__Work instruction__
Every entry is to be written out word for word.

__Data records__
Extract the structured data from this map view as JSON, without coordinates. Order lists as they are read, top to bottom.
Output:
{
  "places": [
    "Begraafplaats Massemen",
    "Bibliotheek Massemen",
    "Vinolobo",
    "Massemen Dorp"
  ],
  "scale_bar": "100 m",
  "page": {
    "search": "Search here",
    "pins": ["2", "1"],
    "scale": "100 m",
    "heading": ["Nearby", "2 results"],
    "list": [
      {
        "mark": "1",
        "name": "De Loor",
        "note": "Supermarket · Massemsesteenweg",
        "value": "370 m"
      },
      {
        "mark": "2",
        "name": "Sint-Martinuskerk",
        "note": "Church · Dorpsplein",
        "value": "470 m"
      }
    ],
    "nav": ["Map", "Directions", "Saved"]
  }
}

__Exercise response__
Extract the structured data from this map view as JSON, without coordinates. Order lists as they are read, top to bottom.
Output:
{
  "places": [
    "Begraafplaats Massemen",
    "Bibliotheek Massemen",
    "Vinolobo",
    "Massemen Dorp"
  ],
  "scale_bar": "100 m",
  "page": {
    "search": "Search here",
    "pins": ["2", "1"],
    "scale": "100 m",
    "heading": ["Nearby", "2 results"],
    "list": [
      {
        "mark": "1",
        "name": "De Loor",
        "note": "Supermarket · Massemsesteenweg",
        "value": "370 m"
      },
      {
        "mark": "2",
        "name": "Sint-Martinuskerk",
        "note": "Church · Dorpsplein",
        "value": "470 m"
      }
    ],
    "nav": ["Map", "Directions", "Saved"]
  }
}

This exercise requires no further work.